◆ **EXERCISE INPUT**:

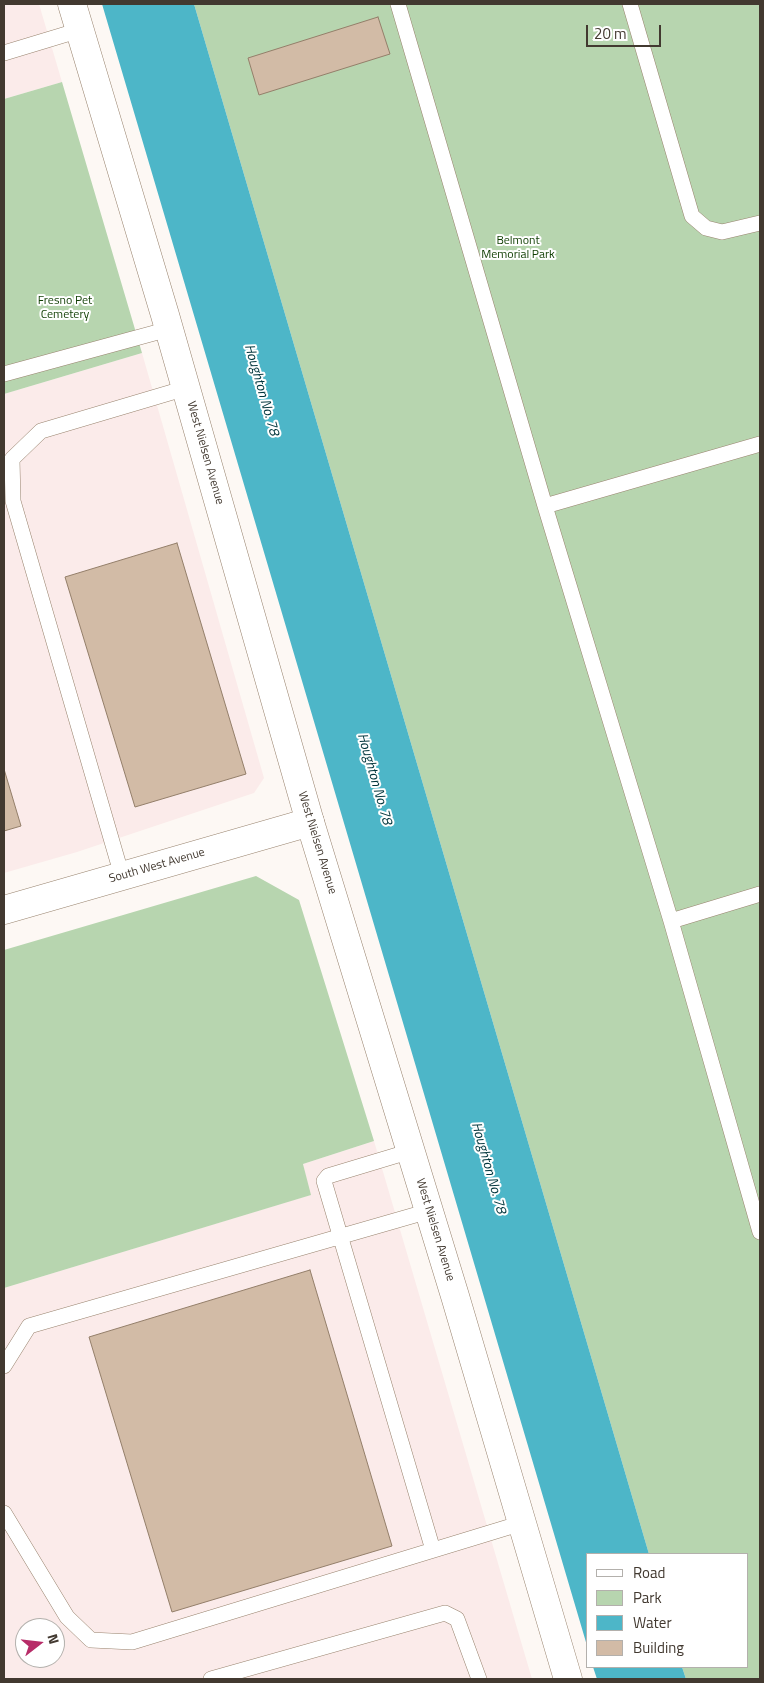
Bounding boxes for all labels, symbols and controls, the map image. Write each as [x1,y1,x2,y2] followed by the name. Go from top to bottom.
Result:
[589,15,664,47] scale bar
[594,22,627,45] text: 20 m
[481,234,555,262] park label: Belmont Memorial Park
[38,294,92,322] park label: Fresno Pet Cemetery
[240,342,282,438] water label: Houghton No. 78
[183,400,227,506] street label: West Nielsen Avenue
[353,731,395,827] water label: Houghton No. 78
[295,790,339,896] street label: West Nielsen Avenue
[107,845,207,887] street label: South West Avenue
[467,1120,509,1216] water label: Houghton No. 78
[413,1177,457,1283] street label: West Nielsen Avenue
[586,1553,749,1668] legend
[633,1561,665,1584] text: Road
[633,1586,662,1609] text: Park
[633,1611,672,1634] text: Water
[15,1618,65,1668] north arrow
[43,1631,65,1647] text: N
[633,1636,684,1659] text: Building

◆ **DESCRIPTION OF THE TASK**:
The records above are to be copied exactly, without their pictures.

◆ **COMPLETED TASK**:
Bounding boxes for all labels, symbols and controls, the map image. Write each as [x1,y1,x2,y2] followed by the name. Go from top to bottom.
Result:
[589,15,664,47] scale bar
[594,22,627,45] text: 20 m
[481,234,555,262] park label: Belmont Memorial Park
[38,294,92,322] park label: Fresno Pet Cemetery
[240,342,282,438] water label: Houghton No. 78
[183,400,227,506] street label: West Nielsen Avenue
[353,731,395,827] water label: Houghton No. 78
[295,790,339,896] street label: West Nielsen Avenue
[107,845,207,887] street label: South West Avenue
[467,1120,509,1216] water label: Houghton No. 78
[413,1177,457,1283] street label: West Nielsen Avenue
[586,1553,749,1668] legend
[633,1561,665,1584] text: Road
[633,1586,662,1609] text: Park
[633,1611,672,1634] text: Water
[15,1618,65,1668] north arrow
[43,1631,65,1647] text: N
[633,1636,684,1659] text: Building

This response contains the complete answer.